The node class definitions are as follows:

class Content(GraphObject):             # group Person and Institution
    pass

class Person(Content):
    __primarykey__ = 'name'

    name = Property()
    in_scholar_names = Property()
#   
    mentored = RelatedTo('Person')
    mentored_by = RelatedFrom('Person', 'MENTORED')
    worked_alongside = Related('Person', 'WORKED_ALONGSIDE')
    studied_at = RelatedTo('Institution')
    worked_at = RelatedTo('Institution')
    tagged = RelatedTo('Tag')
    member_of = RelatedTo('Institution')

    last_update = RelatedTo('UpdateLog')

    def __lt__(self, other):
        return self.name.split()[-1] < other.name.split()[-1]

class Institution(Content):
    __primarykey__ = 'name'
#   
    name = Property()
    location = Property()
    type = Property()
    carnegie_class = Property()
#   
    students = RelatedFrom('Person', 'STUDIED_AT')
    employees = RelatedFrom('Person', 'WORKED_AT')
    members = RelatedFrom('Person', 'MEMBER_OF')

    last_update = RelatedTo('UpdateLog')

    def __lt__(self, other):
        return self.name < other.name


class User(GraphObject):
    __primarykey__ = 'username'

    username = Property()
    joined = Property()
    last_access = Property()
    active = Property()

    contributed = RelatedTo('UpdateLog')


class Provenance(GraphObject):          # group UpdateLog and DataSource
    pass    
# 
class UpdateLog(Provenance):
    __primarykey__ = 'id'

    id = Property()
    timestamp = Property()
    query = Property()

    previous = RelatedTo('UpdateLog', 'LAST_UPDATE')
    next = RelatedFrom('UpdateLog', 'LAST_UPDATE')
    based_on = RelatedTo('Provenance', 'BASED_ON')

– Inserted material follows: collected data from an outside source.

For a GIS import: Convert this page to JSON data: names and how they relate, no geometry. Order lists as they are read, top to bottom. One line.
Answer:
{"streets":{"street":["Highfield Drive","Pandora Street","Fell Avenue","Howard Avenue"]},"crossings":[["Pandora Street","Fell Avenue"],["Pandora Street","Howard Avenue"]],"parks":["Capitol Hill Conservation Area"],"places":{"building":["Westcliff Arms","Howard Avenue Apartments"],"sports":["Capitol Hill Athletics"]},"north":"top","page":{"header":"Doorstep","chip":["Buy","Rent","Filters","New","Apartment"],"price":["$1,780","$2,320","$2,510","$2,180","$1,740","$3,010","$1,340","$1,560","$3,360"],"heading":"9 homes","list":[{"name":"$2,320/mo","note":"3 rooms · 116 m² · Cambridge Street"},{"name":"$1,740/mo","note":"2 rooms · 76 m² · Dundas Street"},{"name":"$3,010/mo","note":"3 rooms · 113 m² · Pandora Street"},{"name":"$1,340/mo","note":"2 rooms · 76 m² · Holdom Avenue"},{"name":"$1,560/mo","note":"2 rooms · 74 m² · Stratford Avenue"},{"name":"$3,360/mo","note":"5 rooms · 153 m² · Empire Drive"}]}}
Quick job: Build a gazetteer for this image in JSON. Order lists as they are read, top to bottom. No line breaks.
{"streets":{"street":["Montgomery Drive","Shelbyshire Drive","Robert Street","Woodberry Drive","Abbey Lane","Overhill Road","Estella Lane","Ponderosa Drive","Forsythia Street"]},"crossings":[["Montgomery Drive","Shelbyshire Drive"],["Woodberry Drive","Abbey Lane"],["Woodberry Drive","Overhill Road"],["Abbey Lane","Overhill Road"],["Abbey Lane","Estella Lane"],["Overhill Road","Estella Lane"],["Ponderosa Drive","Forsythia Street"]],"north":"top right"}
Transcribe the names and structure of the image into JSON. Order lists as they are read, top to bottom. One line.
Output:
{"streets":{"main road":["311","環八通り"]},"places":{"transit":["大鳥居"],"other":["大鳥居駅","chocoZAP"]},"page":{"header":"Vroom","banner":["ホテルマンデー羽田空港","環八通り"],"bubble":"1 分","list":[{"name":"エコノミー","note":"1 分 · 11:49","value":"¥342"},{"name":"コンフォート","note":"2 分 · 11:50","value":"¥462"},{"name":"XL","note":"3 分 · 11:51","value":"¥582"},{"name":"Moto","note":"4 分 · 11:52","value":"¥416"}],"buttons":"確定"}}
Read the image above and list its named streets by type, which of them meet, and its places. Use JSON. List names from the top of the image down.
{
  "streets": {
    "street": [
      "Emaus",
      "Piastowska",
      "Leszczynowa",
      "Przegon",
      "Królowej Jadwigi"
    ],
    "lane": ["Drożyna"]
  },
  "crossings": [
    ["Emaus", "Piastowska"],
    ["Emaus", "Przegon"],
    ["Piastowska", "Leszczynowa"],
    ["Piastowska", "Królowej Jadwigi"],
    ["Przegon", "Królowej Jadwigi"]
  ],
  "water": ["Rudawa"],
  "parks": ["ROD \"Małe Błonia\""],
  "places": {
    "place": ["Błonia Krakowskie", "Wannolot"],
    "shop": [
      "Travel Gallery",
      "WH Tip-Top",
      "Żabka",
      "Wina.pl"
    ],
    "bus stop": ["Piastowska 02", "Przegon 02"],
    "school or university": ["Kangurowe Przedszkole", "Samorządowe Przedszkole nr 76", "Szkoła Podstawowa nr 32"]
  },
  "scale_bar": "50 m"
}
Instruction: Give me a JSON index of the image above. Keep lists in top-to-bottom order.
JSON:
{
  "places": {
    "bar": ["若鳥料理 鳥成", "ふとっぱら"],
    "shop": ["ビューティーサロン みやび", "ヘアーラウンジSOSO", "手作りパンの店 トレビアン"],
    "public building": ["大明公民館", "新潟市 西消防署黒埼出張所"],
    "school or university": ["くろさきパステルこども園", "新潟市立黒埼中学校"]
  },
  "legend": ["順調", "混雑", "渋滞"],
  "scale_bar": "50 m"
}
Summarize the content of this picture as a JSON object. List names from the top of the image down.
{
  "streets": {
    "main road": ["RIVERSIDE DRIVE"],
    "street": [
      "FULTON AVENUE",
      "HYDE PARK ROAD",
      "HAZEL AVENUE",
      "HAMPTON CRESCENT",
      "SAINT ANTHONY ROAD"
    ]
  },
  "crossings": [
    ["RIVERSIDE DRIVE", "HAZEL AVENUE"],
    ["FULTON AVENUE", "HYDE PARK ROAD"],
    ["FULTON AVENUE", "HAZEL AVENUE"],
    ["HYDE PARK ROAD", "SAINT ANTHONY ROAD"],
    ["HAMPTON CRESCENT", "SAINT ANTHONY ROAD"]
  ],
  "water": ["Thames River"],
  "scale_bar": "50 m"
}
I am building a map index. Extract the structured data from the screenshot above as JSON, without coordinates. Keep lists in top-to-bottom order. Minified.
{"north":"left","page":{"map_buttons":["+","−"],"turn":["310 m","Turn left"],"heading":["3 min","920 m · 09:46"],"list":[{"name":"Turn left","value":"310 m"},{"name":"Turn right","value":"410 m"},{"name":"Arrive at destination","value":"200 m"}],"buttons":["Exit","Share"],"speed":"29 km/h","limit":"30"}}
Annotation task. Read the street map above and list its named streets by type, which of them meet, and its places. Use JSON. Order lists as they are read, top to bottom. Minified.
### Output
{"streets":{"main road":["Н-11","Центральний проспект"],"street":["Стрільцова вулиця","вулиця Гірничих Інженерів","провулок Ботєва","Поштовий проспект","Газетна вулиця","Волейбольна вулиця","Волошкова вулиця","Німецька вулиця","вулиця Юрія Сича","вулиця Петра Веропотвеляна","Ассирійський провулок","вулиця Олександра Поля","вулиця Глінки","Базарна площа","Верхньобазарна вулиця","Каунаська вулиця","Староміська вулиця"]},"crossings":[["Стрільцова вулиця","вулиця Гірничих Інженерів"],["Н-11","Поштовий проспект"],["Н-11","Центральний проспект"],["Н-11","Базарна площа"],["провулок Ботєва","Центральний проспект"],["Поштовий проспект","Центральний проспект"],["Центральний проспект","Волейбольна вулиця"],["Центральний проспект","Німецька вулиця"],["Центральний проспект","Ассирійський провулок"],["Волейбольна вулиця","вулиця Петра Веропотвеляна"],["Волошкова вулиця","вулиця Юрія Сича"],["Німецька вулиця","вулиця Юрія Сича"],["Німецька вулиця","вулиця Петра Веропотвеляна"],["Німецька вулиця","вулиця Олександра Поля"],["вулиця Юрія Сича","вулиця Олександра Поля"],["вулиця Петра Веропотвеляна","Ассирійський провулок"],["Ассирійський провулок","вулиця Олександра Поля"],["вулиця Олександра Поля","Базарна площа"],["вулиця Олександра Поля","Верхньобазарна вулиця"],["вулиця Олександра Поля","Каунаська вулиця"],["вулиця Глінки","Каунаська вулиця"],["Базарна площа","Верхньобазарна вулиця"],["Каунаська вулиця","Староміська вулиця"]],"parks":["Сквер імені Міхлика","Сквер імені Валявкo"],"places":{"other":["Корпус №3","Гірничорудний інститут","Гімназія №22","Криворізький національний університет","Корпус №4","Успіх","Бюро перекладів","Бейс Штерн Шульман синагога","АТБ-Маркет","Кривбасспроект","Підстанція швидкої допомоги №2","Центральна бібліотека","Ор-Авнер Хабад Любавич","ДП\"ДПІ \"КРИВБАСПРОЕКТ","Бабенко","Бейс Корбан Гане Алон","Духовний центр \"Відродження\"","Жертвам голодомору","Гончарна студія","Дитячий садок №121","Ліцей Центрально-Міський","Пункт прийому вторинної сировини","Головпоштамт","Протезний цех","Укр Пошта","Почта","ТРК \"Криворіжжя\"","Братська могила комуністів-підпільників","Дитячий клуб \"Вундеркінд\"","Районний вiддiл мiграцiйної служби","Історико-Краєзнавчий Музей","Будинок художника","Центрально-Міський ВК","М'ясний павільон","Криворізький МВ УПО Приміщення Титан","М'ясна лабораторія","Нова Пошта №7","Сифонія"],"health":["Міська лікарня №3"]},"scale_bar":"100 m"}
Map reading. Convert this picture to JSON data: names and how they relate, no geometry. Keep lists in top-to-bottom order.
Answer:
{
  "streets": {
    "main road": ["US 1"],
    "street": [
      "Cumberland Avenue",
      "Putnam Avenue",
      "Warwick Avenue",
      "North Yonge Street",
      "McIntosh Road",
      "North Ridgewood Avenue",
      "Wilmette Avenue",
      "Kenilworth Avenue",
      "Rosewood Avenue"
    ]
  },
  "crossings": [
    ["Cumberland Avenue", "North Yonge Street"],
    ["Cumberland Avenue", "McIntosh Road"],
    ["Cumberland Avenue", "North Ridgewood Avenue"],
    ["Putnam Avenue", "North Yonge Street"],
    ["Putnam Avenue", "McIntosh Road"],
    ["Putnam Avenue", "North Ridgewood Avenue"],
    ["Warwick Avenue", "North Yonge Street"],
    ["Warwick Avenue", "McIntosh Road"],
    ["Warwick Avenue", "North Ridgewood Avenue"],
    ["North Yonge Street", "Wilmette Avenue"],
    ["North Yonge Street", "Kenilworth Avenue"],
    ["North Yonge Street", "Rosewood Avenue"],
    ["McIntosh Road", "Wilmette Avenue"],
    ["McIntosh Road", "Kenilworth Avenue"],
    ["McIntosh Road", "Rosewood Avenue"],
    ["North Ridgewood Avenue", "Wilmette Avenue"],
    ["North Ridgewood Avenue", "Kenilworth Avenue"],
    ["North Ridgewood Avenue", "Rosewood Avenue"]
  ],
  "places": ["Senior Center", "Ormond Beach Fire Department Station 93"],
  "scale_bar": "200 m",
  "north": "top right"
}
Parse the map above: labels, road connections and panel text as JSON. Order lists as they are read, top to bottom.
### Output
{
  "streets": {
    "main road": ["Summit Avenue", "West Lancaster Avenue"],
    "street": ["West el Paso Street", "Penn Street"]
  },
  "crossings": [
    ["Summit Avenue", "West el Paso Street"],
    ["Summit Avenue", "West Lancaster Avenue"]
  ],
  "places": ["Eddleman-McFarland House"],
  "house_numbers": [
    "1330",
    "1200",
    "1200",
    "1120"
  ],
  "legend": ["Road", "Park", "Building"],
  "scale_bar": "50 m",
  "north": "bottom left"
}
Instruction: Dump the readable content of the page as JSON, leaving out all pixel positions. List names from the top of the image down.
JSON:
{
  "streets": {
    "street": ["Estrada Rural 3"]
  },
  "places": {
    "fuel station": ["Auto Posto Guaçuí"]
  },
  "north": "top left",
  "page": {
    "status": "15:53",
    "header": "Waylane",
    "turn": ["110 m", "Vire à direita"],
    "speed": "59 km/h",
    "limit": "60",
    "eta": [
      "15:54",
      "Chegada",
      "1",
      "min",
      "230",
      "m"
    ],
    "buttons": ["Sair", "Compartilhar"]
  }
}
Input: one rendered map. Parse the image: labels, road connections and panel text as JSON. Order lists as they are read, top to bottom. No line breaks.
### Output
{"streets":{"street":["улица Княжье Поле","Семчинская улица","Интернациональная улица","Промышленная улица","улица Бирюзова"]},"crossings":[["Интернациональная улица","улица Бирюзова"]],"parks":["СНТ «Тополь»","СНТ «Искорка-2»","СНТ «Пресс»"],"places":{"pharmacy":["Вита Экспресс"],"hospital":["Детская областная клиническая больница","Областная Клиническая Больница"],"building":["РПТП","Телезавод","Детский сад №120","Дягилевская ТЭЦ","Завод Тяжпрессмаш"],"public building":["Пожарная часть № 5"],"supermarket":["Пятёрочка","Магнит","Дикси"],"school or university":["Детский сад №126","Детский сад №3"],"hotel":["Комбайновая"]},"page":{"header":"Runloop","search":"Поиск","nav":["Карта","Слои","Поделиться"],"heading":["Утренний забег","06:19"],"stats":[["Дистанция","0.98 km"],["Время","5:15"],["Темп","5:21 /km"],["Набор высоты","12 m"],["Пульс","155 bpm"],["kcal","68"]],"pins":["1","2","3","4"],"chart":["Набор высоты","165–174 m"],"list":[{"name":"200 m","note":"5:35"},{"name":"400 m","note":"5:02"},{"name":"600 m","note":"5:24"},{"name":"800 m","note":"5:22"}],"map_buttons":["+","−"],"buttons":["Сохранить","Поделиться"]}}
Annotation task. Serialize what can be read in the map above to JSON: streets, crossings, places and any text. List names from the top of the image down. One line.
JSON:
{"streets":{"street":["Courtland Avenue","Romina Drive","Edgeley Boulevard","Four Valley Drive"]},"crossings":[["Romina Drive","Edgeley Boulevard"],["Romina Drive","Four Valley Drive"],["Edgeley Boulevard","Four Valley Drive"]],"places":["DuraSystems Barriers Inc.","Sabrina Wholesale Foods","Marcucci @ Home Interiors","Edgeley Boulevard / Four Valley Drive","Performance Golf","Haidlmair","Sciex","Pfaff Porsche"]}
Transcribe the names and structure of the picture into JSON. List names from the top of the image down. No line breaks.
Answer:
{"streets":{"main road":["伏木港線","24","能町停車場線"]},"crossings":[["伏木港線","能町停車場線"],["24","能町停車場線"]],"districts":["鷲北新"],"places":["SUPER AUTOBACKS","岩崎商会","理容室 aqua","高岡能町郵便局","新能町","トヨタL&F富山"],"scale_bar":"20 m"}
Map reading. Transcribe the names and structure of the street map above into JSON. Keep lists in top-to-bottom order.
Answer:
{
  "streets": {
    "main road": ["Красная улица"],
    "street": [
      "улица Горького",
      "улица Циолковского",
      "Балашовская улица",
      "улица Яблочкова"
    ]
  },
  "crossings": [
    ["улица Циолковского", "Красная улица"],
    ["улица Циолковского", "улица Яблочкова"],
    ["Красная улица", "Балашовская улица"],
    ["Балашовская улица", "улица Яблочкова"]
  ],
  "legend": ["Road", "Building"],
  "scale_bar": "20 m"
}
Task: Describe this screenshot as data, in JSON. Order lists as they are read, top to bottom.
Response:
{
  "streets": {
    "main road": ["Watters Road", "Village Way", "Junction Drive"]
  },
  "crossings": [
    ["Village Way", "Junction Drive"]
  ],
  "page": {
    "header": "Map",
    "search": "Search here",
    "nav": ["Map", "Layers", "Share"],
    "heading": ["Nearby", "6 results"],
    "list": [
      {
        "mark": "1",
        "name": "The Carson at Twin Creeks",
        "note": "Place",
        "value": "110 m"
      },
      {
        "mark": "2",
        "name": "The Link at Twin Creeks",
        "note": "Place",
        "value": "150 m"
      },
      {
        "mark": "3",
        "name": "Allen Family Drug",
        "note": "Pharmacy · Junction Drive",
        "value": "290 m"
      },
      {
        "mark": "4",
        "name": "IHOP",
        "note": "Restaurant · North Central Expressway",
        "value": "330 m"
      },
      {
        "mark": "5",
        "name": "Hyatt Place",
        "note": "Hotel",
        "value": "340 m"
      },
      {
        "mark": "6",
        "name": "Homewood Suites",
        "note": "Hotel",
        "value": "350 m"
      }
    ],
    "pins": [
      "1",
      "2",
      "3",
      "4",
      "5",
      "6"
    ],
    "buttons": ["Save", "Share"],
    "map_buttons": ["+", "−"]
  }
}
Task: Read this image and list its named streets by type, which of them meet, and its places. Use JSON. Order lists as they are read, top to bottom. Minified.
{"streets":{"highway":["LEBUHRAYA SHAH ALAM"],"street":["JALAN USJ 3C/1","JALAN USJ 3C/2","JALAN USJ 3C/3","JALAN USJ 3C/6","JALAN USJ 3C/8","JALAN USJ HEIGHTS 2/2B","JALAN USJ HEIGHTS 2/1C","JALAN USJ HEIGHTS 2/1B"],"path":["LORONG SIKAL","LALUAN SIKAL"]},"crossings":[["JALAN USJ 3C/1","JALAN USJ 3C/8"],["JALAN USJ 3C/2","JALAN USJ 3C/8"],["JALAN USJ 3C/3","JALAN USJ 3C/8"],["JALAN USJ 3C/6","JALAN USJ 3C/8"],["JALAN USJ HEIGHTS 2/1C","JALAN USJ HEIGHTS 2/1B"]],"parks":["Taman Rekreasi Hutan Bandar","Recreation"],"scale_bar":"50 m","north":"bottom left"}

    affected_nodes = RelatedFrom('Content', 'LAST_UPDATE')
    contributed_by = RelatedFrom('User', 'CONTRIBUTED')

class DataSource(Provenance):
    __primarykey__ = 'uri'

    id = Property()
    description = Property()
    uri = Property()

    source_for = RelatedFrom('UpdateLog', 'BASED_ON')


class Tag(GraphObject):
    __primarykey__ = 'name'

    name = Property()
    description = Property()

    see_also = Related('Tag')
    tagged = RelatedFrom('Content')

Solution

  • Okay, I think I figured it out. I had been learning py2neo in the context of Flask, where all those class definitions are important and useful for generating views (web pages) of the relationships on a given node.

    But for the data import script I'm currently writing, i.e. to actually create the nodes and relationships in the first place, I need to use the vanilla classes of 'Node' and 'Relationship', and just specify the types as parameters on the function. This updated version of the original code above produces no errors, and graph.exists(ds) returns true afterward:

    for row in data:    
        ds = Node("DataSource")
        #   parse Source of Information column as a list, trimming whitespace
        ds['uri'] = list(map(str.strip, row['data_source'].split(',')))
        ds['description'] = row['data_source_description']
        graph.merge(ds)
    

    Two other discoveries of note:

    1. My class inheritance was off the mark to begin with, because I should have been trying to inherit from Node, not GraphObject (even though GraphObject was the correct class to inherit back in the context of Flask)
    2. For the Node class, I have to use dict-style assignment of properties, with the square brackets and key names as quoted strings; the dot notation was off base here, and I'm surprised I didn't get more errors thrown, and sooner.